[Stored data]
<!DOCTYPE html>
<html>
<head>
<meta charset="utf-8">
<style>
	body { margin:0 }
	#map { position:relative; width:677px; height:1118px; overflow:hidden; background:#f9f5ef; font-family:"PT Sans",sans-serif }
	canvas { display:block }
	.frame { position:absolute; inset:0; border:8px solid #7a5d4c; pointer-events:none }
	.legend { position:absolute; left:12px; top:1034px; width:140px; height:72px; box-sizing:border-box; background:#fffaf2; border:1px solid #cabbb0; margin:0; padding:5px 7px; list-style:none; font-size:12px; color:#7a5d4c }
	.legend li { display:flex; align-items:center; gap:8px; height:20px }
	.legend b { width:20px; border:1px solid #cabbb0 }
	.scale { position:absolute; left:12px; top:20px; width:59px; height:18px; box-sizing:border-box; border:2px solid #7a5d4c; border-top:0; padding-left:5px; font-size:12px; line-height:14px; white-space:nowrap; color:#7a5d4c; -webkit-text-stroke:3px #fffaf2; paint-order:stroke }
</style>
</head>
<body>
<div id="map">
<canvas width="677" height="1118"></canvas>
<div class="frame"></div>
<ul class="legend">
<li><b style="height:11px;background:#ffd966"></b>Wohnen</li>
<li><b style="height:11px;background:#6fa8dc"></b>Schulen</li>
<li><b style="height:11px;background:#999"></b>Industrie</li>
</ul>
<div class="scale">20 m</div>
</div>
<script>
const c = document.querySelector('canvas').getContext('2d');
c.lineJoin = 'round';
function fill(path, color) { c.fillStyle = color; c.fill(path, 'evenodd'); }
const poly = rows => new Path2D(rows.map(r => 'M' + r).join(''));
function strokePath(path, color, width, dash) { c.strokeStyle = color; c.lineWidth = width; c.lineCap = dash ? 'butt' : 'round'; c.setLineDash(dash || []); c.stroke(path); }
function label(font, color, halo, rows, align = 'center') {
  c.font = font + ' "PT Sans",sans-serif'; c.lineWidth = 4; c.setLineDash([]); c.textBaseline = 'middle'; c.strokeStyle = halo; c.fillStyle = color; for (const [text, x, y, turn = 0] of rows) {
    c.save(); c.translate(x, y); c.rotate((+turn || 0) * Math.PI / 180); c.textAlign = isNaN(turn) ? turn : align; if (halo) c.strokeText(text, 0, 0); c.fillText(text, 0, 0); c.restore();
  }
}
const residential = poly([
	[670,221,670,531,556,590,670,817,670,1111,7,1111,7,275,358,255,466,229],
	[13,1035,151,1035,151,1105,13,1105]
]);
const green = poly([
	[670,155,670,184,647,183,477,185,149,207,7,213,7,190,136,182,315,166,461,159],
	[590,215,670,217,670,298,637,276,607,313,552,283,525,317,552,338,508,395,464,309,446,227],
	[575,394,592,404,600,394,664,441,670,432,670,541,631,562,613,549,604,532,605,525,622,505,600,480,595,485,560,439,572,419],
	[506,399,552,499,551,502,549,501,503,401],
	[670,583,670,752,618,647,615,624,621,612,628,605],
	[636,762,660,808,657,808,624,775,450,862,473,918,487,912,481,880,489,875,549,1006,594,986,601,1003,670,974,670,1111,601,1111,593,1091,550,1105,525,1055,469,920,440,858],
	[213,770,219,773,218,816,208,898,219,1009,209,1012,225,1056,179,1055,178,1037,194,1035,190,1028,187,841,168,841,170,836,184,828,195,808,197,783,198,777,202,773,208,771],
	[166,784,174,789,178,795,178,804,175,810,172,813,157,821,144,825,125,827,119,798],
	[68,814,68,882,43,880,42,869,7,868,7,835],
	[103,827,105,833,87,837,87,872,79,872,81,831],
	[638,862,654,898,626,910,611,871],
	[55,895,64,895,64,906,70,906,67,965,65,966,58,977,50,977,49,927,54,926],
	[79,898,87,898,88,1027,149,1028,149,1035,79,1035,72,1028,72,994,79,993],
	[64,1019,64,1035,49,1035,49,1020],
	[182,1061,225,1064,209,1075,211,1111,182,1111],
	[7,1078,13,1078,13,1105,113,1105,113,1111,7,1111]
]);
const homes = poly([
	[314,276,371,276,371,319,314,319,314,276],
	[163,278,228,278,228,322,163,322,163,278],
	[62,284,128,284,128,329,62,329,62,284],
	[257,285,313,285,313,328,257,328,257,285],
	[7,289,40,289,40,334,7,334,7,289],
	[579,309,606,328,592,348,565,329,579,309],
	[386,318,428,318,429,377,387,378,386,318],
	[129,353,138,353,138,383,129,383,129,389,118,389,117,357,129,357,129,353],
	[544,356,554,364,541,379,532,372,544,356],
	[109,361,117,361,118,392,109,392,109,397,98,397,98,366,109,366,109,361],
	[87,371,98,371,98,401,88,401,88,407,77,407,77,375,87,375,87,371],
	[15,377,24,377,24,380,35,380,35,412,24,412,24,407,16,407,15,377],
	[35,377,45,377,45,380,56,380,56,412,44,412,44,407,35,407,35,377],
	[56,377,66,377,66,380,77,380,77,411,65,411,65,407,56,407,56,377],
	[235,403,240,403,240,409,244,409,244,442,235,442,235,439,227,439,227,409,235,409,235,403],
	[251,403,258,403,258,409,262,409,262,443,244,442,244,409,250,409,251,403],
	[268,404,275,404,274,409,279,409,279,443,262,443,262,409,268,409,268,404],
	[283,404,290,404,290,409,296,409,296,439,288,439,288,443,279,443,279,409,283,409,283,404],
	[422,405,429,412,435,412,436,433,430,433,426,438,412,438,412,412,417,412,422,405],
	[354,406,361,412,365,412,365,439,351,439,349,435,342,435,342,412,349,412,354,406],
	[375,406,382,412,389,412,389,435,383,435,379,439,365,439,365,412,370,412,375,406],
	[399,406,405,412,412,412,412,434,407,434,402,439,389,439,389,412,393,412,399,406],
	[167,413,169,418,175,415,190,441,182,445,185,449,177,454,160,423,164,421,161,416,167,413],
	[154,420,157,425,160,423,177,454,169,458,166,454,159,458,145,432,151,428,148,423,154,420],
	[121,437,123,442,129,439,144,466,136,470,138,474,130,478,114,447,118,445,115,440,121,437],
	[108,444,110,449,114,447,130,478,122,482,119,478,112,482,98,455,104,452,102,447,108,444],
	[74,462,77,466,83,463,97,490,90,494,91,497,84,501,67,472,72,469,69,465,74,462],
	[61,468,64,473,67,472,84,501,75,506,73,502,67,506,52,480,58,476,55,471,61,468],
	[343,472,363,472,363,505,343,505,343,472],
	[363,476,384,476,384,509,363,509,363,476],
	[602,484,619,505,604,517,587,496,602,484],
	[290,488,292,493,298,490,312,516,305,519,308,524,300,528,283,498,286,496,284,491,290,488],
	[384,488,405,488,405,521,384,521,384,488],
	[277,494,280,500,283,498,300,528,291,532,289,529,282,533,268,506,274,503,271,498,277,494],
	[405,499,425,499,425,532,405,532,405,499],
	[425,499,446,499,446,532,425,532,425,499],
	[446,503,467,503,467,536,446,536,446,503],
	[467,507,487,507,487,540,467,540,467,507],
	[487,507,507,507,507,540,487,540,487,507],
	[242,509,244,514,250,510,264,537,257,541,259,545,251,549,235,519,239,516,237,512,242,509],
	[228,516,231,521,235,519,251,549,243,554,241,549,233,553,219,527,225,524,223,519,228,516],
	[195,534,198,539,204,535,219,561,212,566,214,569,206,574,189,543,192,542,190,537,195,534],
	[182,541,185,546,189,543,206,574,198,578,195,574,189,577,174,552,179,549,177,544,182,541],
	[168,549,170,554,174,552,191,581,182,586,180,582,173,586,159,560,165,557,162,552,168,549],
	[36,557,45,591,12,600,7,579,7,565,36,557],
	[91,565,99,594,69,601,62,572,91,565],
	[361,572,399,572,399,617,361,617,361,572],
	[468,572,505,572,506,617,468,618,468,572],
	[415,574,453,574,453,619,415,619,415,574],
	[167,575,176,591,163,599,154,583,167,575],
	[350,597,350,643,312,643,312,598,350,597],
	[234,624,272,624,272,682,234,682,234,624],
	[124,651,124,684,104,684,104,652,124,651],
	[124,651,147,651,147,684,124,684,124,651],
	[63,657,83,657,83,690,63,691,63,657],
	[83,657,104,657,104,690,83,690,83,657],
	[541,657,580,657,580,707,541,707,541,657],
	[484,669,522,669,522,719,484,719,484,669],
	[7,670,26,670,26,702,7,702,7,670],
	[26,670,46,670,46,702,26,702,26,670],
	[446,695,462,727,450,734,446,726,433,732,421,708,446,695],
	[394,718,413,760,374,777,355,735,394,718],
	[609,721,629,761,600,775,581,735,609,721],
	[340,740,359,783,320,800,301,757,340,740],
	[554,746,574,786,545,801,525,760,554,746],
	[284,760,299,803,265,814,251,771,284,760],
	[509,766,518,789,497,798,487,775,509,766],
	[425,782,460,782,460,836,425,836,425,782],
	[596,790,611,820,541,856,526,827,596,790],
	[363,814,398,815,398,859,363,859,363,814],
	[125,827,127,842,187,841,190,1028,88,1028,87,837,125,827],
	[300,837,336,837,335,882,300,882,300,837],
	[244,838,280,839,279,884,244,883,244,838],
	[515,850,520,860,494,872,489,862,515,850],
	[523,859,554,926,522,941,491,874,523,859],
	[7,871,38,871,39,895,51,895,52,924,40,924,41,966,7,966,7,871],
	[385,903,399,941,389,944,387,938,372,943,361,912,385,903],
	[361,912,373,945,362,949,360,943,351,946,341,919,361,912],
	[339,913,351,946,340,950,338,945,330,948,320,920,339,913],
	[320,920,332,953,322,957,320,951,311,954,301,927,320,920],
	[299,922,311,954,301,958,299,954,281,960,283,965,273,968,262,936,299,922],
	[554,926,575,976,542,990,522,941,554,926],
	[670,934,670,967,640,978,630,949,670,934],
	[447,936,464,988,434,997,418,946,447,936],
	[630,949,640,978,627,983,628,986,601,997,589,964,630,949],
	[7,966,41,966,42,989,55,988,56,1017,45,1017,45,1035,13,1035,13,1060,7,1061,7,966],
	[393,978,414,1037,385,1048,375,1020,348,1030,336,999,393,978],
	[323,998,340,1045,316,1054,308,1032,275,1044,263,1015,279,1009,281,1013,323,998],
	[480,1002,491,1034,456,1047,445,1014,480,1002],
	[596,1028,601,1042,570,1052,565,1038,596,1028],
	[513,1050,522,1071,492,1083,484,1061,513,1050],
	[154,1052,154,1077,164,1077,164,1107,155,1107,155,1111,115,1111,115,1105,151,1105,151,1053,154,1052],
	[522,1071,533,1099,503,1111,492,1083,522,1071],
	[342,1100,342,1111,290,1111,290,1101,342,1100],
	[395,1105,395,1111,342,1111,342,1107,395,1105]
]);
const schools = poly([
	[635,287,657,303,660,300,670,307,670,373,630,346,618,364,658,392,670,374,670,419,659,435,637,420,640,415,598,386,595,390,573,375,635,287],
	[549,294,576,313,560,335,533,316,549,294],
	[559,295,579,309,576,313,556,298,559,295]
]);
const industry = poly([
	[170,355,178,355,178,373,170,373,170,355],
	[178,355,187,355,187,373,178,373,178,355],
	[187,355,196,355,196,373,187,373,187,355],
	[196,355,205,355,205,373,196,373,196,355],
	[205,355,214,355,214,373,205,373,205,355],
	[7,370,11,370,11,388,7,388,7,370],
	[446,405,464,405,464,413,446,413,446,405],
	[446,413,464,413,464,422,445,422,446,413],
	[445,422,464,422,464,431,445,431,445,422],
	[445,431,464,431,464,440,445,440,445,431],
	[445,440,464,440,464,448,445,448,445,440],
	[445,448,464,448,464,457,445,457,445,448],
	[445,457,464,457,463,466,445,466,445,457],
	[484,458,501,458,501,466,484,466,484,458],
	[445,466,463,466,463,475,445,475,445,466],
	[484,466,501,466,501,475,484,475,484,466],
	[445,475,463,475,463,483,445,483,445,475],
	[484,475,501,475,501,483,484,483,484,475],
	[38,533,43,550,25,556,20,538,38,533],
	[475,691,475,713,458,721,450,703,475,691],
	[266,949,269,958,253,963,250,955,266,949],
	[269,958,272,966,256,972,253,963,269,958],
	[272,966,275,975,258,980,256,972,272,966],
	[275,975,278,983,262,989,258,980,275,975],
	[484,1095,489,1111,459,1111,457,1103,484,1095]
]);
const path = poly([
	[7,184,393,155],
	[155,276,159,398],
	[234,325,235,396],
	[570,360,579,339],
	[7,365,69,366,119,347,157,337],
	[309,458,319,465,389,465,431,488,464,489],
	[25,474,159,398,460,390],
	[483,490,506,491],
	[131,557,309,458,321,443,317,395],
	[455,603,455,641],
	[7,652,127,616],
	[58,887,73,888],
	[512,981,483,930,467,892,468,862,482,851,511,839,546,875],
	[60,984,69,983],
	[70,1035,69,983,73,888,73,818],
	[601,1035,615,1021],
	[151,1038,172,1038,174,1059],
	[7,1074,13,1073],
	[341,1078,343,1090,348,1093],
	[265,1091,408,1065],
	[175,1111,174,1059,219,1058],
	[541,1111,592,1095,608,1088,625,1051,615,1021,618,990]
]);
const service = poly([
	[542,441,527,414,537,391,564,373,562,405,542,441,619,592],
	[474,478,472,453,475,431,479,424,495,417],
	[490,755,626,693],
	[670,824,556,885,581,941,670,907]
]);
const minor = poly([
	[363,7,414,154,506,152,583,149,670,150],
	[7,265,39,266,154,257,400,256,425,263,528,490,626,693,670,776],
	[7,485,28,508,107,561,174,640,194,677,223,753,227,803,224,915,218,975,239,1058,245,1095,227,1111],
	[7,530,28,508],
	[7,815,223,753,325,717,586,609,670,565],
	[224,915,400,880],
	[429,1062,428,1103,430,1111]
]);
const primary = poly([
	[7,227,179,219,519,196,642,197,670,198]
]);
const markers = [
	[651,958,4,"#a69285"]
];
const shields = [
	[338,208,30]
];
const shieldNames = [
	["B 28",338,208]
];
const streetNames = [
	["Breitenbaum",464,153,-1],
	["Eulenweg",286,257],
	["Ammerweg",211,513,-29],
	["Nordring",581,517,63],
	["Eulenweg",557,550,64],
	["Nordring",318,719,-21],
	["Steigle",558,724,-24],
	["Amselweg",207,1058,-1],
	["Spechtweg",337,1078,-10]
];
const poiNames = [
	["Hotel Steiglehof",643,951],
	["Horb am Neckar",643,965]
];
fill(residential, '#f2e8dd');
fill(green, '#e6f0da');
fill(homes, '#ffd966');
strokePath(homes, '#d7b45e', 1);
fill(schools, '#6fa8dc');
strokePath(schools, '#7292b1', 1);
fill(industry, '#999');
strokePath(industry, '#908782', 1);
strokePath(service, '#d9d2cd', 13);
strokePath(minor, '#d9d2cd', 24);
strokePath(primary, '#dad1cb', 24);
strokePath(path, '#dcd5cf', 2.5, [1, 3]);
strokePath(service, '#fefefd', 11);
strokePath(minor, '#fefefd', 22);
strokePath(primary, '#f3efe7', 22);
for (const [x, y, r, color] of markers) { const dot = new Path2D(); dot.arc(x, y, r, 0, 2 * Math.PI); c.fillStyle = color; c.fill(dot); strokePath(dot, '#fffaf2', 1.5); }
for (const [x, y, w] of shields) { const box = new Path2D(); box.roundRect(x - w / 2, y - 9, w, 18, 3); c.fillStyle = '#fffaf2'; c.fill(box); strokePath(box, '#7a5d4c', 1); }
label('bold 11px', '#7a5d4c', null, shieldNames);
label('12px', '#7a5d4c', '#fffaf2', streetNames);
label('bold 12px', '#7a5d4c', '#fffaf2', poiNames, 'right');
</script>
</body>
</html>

### Task description
Every line above from the line with "c.save(); c.translate(x, y);" to the line with "[13,1035,151,1035,151,1105,13,1105]" is wanted, ends included; write them out exactly and add no other line.

### Task response
    c.save(); c.translate(x, y); c.rotate((+turn || 0) * Math.PI / 180); c.textAlign = isNaN(turn) ? turn : align; if (halo) c.strokeText(text, 0, 0); c.fillText(text, 0, 0); c.restore();
  }
}
const residential = poly([
	[670,221,670,531,556,590,670,817,670,1111,7,1111,7,275,358,255,466,229],
	[13,1035,151,1035,151,1105,13,1105]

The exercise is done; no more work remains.